Federal environmental reports favor natural gas exports
The Department of Energy (DOE) released two reports Thursday with favorable conclusions about the environmental impacts of exporting liquefied natural gas (LNG).
The department said it is not “reasonably foreseeable” that there would be any domestic environmental impacts from the increased natural gas drilling and hydraulic fracturing, or fracking. And in Europe and Asia, the natural gas would have much lower greenhouse gas emissions than coal when used for power generation.
The DOE is publishing the reports to gather comments on them and eventually use them in determining whether individual LNG export applications are in the country’s interest. Neither report is required by law, the agency said.
{mosads}The reports came the same day the DOE proposed a new, streamlined process for considering applications to export LNG to countries with which the United States does not have a free trade agreement.
In the first report, the DOE said exporting more natural gas will likely increase the demand for it and might accelerate environmental impacts. But those environmental impacts would probably happen whether or not exports are prohibited.
“While DOE has made broad projections about the types of resources from which additional production may come, DOE cannot meaningfully estimate where, when, or by what method any additional natural gas would be produced,” the department said. “Therefore, DOE cannot meaningfully analyze the specific environmental impacts of such production, which are nearly all local or regional in nature.”

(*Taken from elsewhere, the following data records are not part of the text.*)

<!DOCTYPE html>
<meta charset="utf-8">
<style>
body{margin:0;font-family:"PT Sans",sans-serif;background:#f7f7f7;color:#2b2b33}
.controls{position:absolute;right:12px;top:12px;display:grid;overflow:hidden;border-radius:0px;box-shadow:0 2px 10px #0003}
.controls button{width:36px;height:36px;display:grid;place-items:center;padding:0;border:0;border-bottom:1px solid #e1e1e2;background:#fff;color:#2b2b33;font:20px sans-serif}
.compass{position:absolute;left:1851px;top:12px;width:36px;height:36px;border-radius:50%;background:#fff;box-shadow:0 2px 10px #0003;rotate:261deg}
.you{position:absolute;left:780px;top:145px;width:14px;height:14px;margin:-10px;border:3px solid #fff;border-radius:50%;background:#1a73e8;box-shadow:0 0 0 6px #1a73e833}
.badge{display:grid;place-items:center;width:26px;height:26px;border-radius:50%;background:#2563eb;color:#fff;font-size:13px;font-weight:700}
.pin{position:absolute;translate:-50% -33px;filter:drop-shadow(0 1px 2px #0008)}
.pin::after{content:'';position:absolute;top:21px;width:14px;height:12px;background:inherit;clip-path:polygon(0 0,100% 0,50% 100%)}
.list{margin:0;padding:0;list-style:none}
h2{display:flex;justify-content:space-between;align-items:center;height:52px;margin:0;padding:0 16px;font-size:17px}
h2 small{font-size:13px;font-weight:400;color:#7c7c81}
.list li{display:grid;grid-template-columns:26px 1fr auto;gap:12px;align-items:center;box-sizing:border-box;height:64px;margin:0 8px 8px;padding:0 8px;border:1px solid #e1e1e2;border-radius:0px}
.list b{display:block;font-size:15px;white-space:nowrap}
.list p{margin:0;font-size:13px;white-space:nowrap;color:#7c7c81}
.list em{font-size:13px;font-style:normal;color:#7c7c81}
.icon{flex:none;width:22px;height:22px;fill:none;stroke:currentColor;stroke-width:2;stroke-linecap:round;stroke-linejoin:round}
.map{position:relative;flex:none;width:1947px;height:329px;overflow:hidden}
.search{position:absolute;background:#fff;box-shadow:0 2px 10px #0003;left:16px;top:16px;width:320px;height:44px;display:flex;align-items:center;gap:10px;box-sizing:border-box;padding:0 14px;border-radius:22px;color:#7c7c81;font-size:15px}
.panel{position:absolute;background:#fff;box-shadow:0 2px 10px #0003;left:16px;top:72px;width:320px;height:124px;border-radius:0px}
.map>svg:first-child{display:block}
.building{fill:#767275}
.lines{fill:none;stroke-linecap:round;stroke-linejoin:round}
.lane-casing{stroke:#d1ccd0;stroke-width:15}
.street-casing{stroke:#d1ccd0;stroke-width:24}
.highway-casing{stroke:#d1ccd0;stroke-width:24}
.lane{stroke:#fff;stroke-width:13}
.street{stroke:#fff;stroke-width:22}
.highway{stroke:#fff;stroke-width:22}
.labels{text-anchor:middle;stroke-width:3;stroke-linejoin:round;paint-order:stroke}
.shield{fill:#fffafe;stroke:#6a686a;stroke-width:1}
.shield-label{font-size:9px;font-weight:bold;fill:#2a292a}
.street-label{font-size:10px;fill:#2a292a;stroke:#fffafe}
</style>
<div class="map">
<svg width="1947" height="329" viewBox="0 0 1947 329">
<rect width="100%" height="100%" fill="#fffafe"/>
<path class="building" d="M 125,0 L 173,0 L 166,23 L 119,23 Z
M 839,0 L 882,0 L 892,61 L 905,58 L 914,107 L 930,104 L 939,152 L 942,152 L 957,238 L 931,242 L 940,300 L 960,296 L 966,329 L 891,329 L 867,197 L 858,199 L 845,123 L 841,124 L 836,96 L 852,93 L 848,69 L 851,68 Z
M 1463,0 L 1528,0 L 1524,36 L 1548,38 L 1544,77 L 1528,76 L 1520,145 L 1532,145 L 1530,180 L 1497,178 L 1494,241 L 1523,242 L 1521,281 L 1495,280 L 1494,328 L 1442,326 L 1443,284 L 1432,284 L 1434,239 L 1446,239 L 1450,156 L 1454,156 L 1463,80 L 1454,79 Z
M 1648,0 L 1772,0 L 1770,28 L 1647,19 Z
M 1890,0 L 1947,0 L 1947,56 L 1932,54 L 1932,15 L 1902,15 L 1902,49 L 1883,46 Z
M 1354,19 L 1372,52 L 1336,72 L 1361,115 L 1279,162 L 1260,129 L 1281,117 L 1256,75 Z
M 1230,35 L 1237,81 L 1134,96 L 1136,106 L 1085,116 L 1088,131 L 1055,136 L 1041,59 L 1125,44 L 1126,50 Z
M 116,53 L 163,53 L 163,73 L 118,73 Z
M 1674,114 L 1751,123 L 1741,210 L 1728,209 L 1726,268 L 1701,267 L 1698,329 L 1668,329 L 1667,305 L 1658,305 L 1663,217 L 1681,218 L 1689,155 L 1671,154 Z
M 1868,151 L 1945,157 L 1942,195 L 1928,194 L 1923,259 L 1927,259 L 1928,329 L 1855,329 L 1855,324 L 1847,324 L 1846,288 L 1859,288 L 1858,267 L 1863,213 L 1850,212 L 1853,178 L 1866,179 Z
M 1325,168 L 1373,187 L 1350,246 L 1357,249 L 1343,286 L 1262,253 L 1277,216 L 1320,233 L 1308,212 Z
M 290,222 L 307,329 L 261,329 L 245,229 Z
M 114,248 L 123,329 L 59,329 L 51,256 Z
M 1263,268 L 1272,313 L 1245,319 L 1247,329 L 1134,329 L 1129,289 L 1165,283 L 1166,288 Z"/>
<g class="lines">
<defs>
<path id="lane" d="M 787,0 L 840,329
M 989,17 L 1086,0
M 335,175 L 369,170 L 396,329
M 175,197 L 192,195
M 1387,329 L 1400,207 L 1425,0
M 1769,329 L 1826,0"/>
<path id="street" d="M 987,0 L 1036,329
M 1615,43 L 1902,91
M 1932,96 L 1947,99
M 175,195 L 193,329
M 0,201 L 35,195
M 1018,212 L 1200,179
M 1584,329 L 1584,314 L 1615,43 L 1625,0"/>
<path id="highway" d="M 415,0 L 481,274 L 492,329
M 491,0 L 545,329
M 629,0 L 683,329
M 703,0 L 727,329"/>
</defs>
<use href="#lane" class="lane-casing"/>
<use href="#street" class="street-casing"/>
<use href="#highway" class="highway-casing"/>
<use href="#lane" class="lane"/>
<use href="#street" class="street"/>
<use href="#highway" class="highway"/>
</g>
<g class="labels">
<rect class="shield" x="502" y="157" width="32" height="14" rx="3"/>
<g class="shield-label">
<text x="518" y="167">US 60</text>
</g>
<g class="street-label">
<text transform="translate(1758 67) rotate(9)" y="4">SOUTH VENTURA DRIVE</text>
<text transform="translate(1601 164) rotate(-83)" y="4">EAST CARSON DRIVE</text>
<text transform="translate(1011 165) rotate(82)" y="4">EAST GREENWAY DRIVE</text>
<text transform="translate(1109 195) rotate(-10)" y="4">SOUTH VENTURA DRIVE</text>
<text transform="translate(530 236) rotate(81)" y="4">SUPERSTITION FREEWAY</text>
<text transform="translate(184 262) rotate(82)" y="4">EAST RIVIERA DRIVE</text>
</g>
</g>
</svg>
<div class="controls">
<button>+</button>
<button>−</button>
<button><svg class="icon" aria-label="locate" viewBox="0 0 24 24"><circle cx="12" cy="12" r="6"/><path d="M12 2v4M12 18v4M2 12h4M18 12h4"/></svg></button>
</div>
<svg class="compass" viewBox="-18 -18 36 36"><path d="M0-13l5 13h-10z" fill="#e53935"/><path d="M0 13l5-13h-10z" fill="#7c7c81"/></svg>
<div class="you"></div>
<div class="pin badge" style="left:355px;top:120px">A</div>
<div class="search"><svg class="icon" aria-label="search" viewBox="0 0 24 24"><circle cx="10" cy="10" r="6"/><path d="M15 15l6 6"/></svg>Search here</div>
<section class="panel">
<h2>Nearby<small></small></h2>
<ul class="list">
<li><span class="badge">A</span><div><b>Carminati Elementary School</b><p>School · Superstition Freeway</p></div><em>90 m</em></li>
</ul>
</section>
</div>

In its report on Europe and Asia, the agency modeled the life-cycle greenhouse gas emissions from transporting natural gas to each country and using it for power generation, and compared it to using local coal.
“For most scenarios in both the European and Asian regions, the generation of power from imported natural gas has lower life cycle GHG [greenhouse gas] emissions than power generation from regional coal,” the DOE said.
For both fuel sources, the DOE included extraction, processing, transportation, power plant operations and other steps of the process.
The department also announced Thursday that it would start a new study into the economic impacts of increased LNG exports. It would be an update to a 2012 study that found that if the United States exports too much of the fuel, it could increase domestic prices.